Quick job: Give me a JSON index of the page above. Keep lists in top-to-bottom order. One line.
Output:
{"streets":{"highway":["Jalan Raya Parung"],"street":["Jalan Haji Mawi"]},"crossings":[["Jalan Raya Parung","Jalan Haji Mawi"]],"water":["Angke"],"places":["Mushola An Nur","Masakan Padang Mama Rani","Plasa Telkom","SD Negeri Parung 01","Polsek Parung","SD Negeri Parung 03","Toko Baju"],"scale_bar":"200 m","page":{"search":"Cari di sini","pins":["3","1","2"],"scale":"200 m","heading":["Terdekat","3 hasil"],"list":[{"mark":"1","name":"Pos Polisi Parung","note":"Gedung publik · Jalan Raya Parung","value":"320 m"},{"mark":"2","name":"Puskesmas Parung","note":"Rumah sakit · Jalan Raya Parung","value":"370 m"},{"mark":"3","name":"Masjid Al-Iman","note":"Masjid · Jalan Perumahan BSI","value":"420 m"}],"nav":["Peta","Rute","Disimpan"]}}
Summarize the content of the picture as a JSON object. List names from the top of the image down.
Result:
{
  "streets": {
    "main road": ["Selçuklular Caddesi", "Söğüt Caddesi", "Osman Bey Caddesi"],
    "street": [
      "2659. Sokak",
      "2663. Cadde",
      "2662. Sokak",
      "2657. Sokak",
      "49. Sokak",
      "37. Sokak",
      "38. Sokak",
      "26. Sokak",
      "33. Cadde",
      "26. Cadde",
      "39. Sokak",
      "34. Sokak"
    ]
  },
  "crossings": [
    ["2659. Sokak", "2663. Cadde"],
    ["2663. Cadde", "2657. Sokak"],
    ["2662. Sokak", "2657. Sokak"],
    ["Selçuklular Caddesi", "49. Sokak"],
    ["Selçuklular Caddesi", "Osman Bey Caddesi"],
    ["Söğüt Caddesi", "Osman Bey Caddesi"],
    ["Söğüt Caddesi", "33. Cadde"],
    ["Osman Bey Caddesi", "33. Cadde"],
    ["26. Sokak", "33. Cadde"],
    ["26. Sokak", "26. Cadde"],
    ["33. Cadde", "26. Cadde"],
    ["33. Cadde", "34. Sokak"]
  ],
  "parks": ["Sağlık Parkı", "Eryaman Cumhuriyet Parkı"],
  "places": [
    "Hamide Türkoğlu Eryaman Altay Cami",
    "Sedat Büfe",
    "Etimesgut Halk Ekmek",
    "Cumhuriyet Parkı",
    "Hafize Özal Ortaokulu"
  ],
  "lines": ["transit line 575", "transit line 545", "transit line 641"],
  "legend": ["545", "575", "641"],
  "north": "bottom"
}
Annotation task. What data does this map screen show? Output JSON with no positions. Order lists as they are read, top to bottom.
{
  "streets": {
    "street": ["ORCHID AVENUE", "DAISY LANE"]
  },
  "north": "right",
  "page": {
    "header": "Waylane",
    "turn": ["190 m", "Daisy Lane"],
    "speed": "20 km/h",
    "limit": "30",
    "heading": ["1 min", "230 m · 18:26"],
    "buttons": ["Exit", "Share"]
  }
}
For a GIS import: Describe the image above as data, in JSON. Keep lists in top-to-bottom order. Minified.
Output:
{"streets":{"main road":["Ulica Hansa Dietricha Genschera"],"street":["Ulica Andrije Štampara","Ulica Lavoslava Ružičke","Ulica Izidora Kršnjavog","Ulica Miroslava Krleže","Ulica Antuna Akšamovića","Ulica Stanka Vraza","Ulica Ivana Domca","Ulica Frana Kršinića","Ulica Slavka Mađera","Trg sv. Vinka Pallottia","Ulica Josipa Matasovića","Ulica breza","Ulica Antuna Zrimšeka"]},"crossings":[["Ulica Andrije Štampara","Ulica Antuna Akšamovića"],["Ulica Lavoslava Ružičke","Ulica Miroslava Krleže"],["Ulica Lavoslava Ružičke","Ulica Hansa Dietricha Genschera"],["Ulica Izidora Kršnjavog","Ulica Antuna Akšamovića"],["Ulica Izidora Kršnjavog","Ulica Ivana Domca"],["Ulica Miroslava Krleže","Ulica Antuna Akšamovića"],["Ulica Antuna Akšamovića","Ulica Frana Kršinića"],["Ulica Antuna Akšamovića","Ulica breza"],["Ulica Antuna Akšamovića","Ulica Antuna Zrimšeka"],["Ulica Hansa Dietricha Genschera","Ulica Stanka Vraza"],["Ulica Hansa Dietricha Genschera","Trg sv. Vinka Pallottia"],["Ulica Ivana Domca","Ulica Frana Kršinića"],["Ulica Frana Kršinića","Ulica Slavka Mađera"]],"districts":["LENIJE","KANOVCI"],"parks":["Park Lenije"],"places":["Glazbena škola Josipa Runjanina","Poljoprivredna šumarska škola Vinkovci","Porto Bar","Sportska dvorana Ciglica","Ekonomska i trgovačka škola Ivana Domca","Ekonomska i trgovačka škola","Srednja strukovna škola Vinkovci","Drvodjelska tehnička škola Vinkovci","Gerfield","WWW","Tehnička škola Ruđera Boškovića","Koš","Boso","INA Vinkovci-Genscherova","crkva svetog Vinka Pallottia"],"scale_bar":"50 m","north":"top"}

══════

### WORK TO COMPLETE
What this task asks for is an exact copy of the material above.

### EXERCISE SOLUTION
Quick job: Give me a JSON index of the page above. Keep lists in top-to-bottom order. One line.
Output:
{"streets":{"highway":["Jalan Raya Parung"],"street":["Jalan Haji Mawi"]},"crossings":[["Jalan Raya Parung","Jalan Haji Mawi"]],"water":["Angke"],"places":["Mushola An Nur","Masakan Padang Mama Rani","Plasa Telkom","SD Negeri Parung 01","Polsek Parung","SD Negeri Parung 03","Toko Baju"],"scale_bar":"200 m","page":{"search":"Cari di sini","pins":["3","1","2"],"scale":"200 m","heading":["Terdekat","3 hasil"],"list":[{"mark":"1","name":"Pos Polisi Parung","note":"Gedung publik · Jalan Raya Parung","value":"320 m"},{"mark":"2","name":"Puskesmas Parung","note":"Rumah sakit · Jalan Raya Parung","value":"370 m"},{"mark":"3","name":"Masjid Al-Iman","note":"Masjid · Jalan Perumahan BSI","value":"420 m"}],"nav":["Peta","Rute","Disimpan"]}}
Summarize the content of the picture as a JSON object. List names from the top of the image down.
Result:
{
  "streets": {
    "main road": ["Selçuklular Caddesi", "Söğüt Caddesi", "Osman Bey Caddesi"],
    "street": [
      "2659. Sokak",
      "2663. Cadde",
      "2662. Sokak",
      "2657. Sokak",
      "49. Sokak",
      "37. Sokak",
      "38. Sokak",
      "26. Sokak",
      "33. Cadde",
      "26. Cadde",
      "39. Sokak",
      "34. Sokak"
    ]
  },
  "crossings": [
    ["2659. Sokak", "2663. Cadde"],
    ["2663. Cadde", "2657. Sokak"],
    ["2662. Sokak", "2657. Sokak"],
    ["Selçuklular Caddesi", "49. Sokak"],
    ["Selçuklular Caddesi", "Osman Bey Caddesi"],
    ["Söğüt Caddesi", "Osman Bey Caddesi"],
    ["Söğüt Caddesi", "33. Cadde"],
    ["Osman Bey Caddesi", "33. Cadde"],
    ["26. Sokak", "33. Cadde"],
    ["26. Sokak", "26. Cadde"],
    ["33. Cadde", "26. Cadde"],
    ["33. Cadde", "34. Sokak"]
  ],
  "parks": ["Sağlık Parkı", "Eryaman Cumhuriyet Parkı"],
  "places": [
    "Hamide Türkoğlu Eryaman Altay Cami",
    "Sedat Büfe",
    "Etimesgut Halk Ekmek",
    "Cumhuriyet Parkı",
    "Hafize Özal Ortaokulu"
  ],
  "lines": ["transit line 575", "transit line 545", "transit line 641"],
  "legend": ["545", "575", "641"],
  "north": "bottom"
}
Annotation task. What data does this map screen show? Output JSON with no positions. Order lists as they are read, top to bottom.
{
  "streets": {
    "street": ["ORCHID AVENUE", "DAISY LANE"]
  },
  "north": "right",
  "page": {
    "header": "Waylane",
    "turn": ["190 m", "Daisy Lane"],
    "speed": "20 km/h",
    "limit": "30",
    "heading": ["1 min", "230 m · 18:26"],
    "buttons": ["Exit", "Share"]
  }
}
For a GIS import: Describe the image above as data, in JSON. Keep lists in top-to-bottom order. Minified.
Output:
{"streets":{"main road":["Ulica Hansa Dietricha Genschera"],"street":["Ulica Andrije Štampara","Ulica Lavoslava Ružičke","Ulica Izidora Kršnjavog","Ulica Miroslava Krleže","Ulica Antuna Akšamovića","Ulica Stanka Vraza","Ulica Ivana Domca","Ulica Frana Kršinića","Ulica Slavka Mađera","Trg sv. Vinka Pallottia","Ulica Josipa Matasovića","Ulica breza","Ulica Antuna Zrimšeka"]},"crossings":[["Ulica Andrije Štampara","Ulica Antuna Akšamovića"],["Ulica Lavoslava Ružičke","Ulica Miroslava Krleže"],["Ulica Lavoslava Ružičke","Ulica Hansa Dietricha Genschera"],["Ulica Izidora Kršnjavog","Ulica Antuna Akšamovića"],["Ulica Izidora Kršnjavog","Ulica Ivana Domca"],["Ulica Miroslava Krleže","Ulica Antuna Akšamovića"],["Ulica Antuna Akšamovića","Ulica Frana Kršinića"],["Ulica Antuna Akšamovića","Ulica breza"],["Ulica Antuna Akšamovića","Ulica Antuna Zrimšeka"],["Ulica Hansa Dietricha Genschera","Ulica Stanka Vraza"],["Ulica Hansa Dietricha Genschera","Trg sv. Vinka Pallottia"],["Ulica Ivana Domca","Ulica Frana Kršinića"],["Ulica Frana Kršinića","Ulica Slavka Mađera"]],"districts":["LENIJE","KANOVCI"],"parks":["Park Lenije"],"places":["Glazbena škola Josipa Runjanina","Poljoprivredna šumarska škola Vinkovci","Porto Bar","Sportska dvorana Ciglica","Ekonomska i trgovačka škola Ivana Domca","Ekonomska i trgovačka škola","Srednja strukovna škola Vinkovci","Drvodjelska tehnička škola Vinkovci","Gerfield","WWW","Tehnička škola Ruđera Boškovića","Koš","Boso","INA Vinkovci-Genscherova","crkva svetog Vinka Pallottia"],"scale_bar":"50 m","north":"top"}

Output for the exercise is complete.